**Information provided**
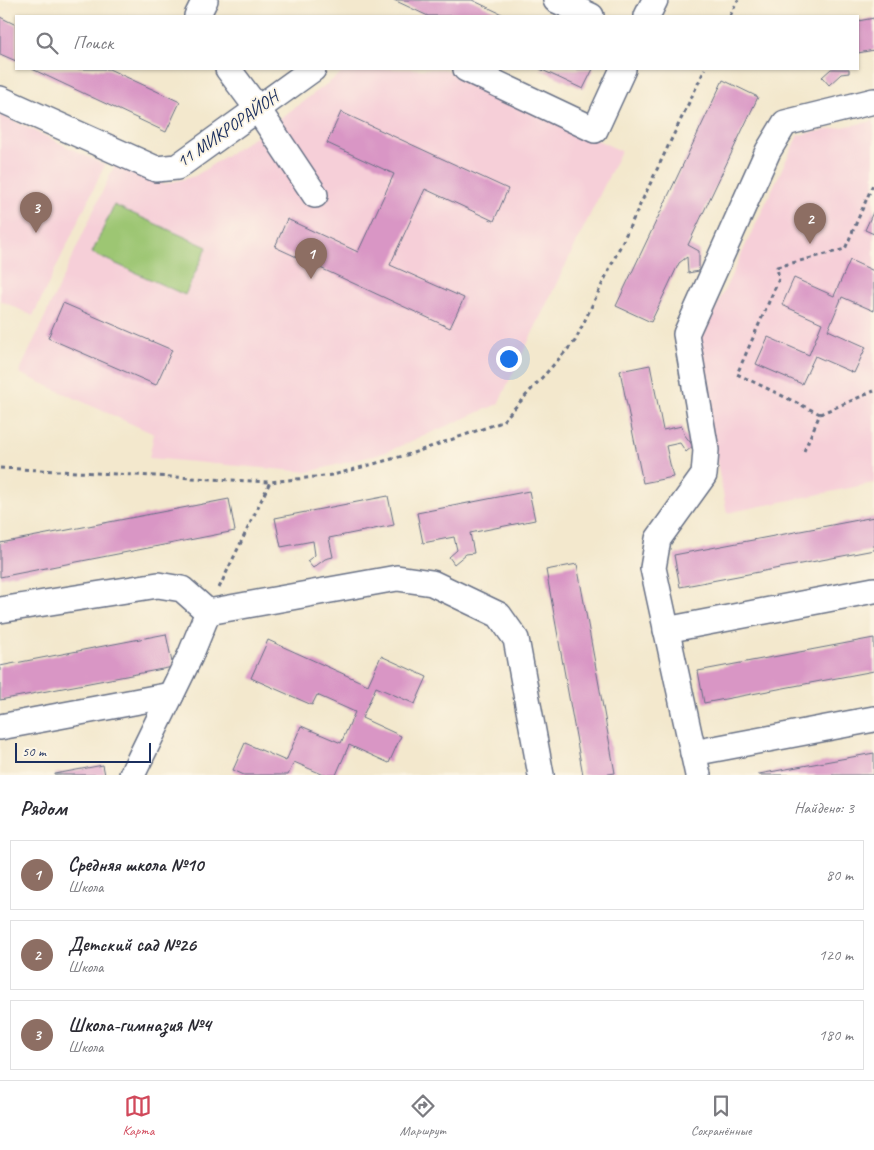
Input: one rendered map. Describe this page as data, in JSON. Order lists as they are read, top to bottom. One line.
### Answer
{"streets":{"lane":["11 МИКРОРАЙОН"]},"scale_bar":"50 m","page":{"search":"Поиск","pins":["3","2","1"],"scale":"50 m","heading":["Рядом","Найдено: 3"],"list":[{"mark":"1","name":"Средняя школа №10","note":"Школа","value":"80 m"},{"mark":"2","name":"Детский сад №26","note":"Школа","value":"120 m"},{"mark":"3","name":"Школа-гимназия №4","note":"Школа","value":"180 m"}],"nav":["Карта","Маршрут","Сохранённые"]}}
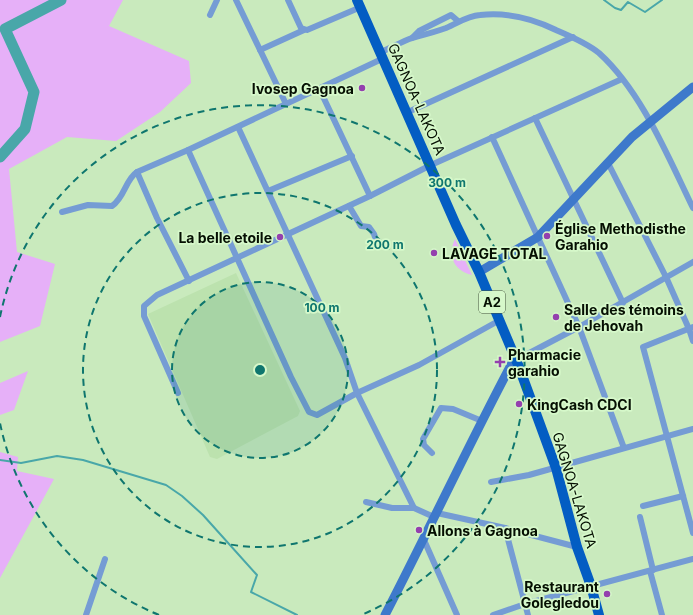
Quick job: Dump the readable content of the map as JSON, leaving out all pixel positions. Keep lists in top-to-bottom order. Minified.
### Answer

**Exercise instructions**
Word for word, restate every line of the listing, omitting the pictures.

**Result of this task**
Input: one rendered map. Describe this page as data, in JSON. Order lists as they are read, top to bottom. One line.
### Answer
{"streets":{"lane":["11 МИКРОРАЙОН"]},"scale_bar":"50 m","page":{"search":"Поиск","pins":["3","2","1"],"scale":"50 m","heading":["Рядом","Найдено: 3"],"list":[{"mark":"1","name":"Средняя школа №10","note":"Школа","value":"80 m"},{"mark":"2","name":"Детский сад №26","note":"Школа","value":"120 m"},{"mark":"3","name":"Школа-гимназия №4","note":"Школа","value":"180 m"}],"nav":["Карта","Маршрут","Сохранённые"]}}
Quick job: Dump the readable content of the map as JSON, leaving out all pixel positions. Keep lists in top-to-bottom order. Minified.
### Answer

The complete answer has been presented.